Upon motion of Mr. Wilcox, the resolutions were unanimously adopted by a rising vote.'

Reports from Civil Service Reform Associations composing the League and from the Auxiliaries were read:

Mr. Thomas H. Brown submitted the report from the Civil Service Reform Association of New Jersey:

The New Jersey act is practically the same as the New York act and presents no novel features. The one striking feature of it however, is its application to municipalities in that it contains provision for adoption by municipalities by the ordinary form of referendum, also in the extraordinary form of ordinance or by resolution of the governing body. Every municipality that has thus far adopted civil service has obtained it by the latter method.

The following cities and counties of New Jersey are at the present time operating under civil service, to-wit:

Essex County-Hudson County has not as yet adopted civil service-although the Democrats who are the dominant party have been flirting with it. The Democratic board of freeholders has made many promises to adopt it but has always baiked when the show down came.

Newark, Jersey City through the efforts of Hon.
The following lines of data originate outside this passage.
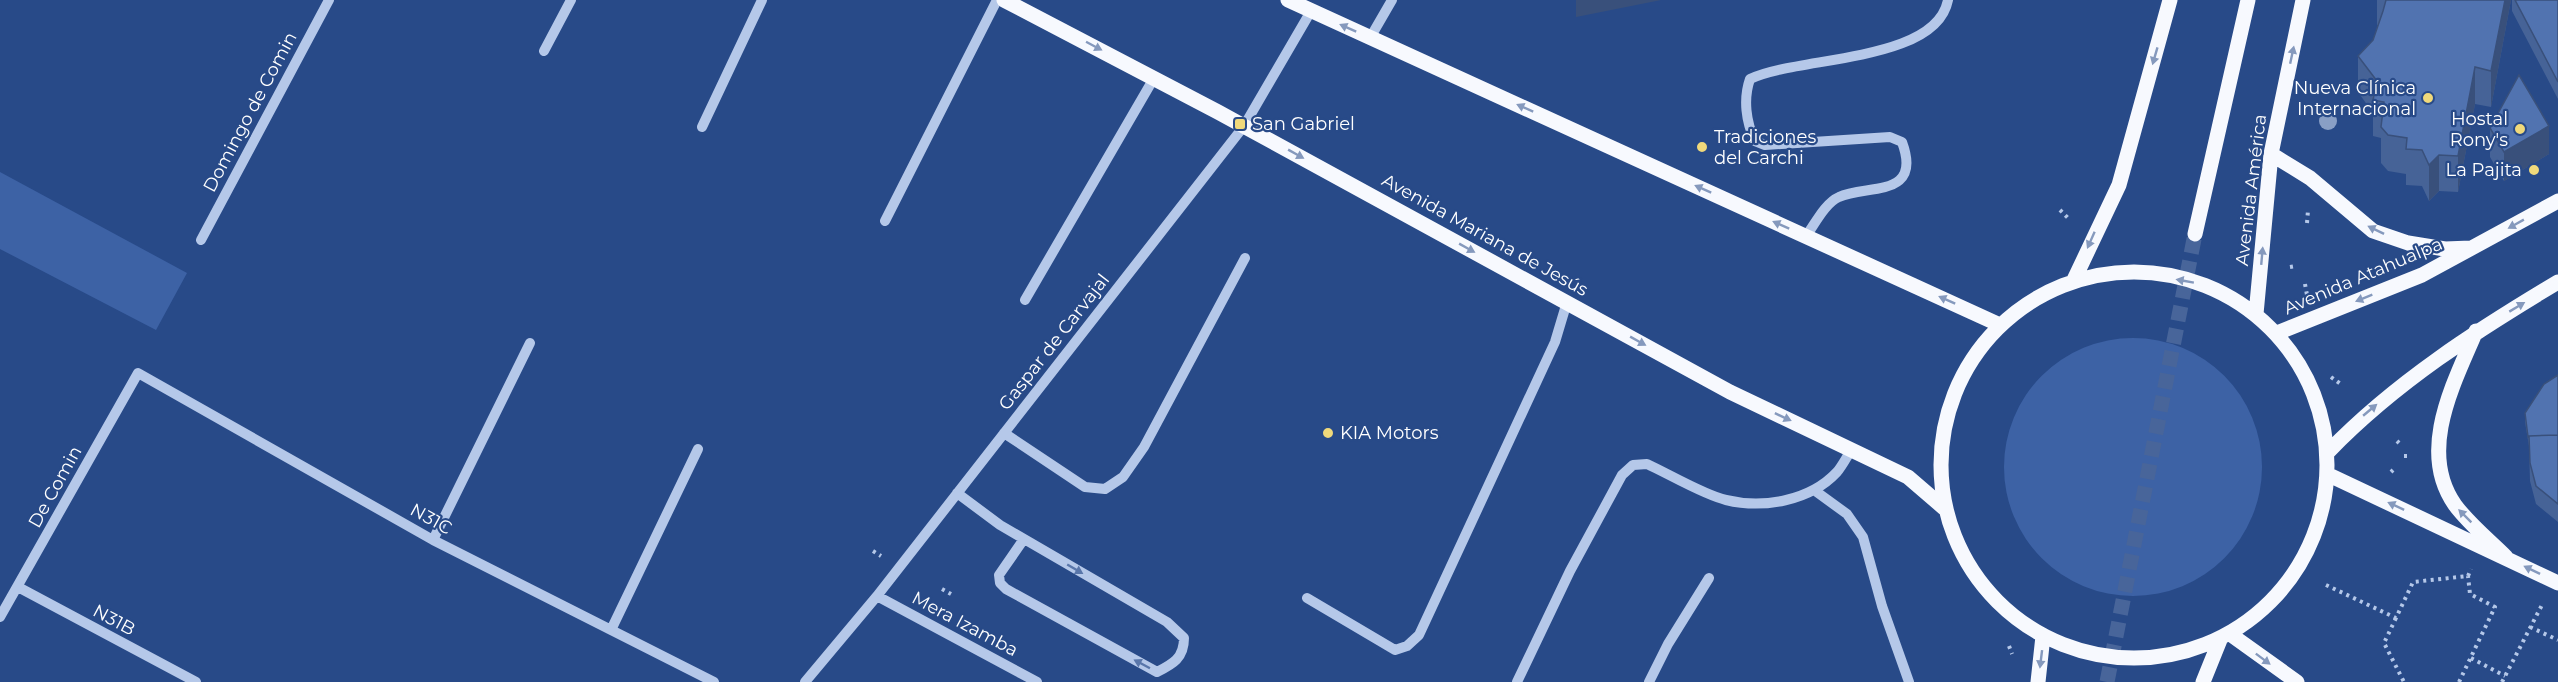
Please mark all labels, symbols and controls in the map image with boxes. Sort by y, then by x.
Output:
one-way arrow [1339,23,1356,32]
street label: Domingo de Comin [198,28,302,196]
one-way arrow [1085,41,1102,51]
one-way arrow [2288,45,2297,64]
one-way arrow [2149,47,2159,65]
place label: Nueva Clínica Internacional [2294,77,2416,120]
marker: Nueva Clínica Internacional [2421,91,2435,105]
one-way arrow [1517,104,1534,113]
place label: Hostal Rony's [2450,108,2508,151]
place label: San Gabriel [1252,113,1355,135]
street label: Avenida América [2231,113,2271,267]
marker: San Gabriel [1233,117,1247,131]
marker: Hostal Rony's [2513,122,2527,136]
place label: Tradiciones del Carchi [1714,126,1816,169]
marker: Tradiciones del Carchi [1695,140,1709,154]
one-way arrow [1288,149,1305,159]
place label: La Pajita [2446,159,2522,181]
marker: La Pajita [2527,163,2541,177]
street label: Avenida Mariana de Jesús [1378,169,1592,301]
one-way arrow [1693,184,1711,194]
one-way arrow [2508,219,2524,230]
one-way arrow [1772,220,1789,229]
one-way arrow [2368,226,2385,235]
one-way arrow [2086,231,2096,249]
street label: Avenida Atahualpa [2280,233,2446,319]
one-way arrow [1459,243,1476,253]
one-way arrow [2257,247,2267,266]
street label: Gaspar de Carvajal [994,269,1114,415]
one-way arrow [2175,276,2194,285]
one-way arrow [2354,293,2372,303]
one-way arrow [1939,296,1956,305]
one-way arrow [2509,301,2525,312]
one-way arrow [1630,336,1647,346]
one-way arrow [2362,404,2378,417]
one-way arrow [1775,412,1792,421]
place label: KIA Motors [1340,422,1439,444]
marker: KIA Motors [1321,426,1335,440]
street label: De Comin [24,442,86,532]
street label: N31C [406,499,456,539]
one-way arrow [2388,501,2405,510]
one-way arrow [2459,509,2473,523]
one-way arrow [1067,563,1083,574]
one-way arrow [2524,566,2541,575]
street label: Mera Izamba [908,587,1022,661]
street label: N31B [89,600,139,640]
one-way arrow [2036,650,2045,669]
one-way arrow [2255,652,2271,665]
one-way arrow [1133,659,1150,669]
H. Otto Wittpen, her mayor, Bayonne, New Brunswick, South Orange and Rahway.

At the present time the very existence of the civil service act in New Jersey is threatened by a case now pending in the New Jersey court of errors and appeals in which case the constitutionality of the act is being challenged. Dame rumor says that the court is split over the civil service act, and that the conferences on the same have been prolonged and unusually spirited. The court completed its calendar for the November term on December 7th, 1909, but no opinion was announced. It was announced that the court would not hold any conferences until January 6th, 1910. In the meantime everything in New Jersey will be held in abeyance, and all friends of civil service must hope for the best.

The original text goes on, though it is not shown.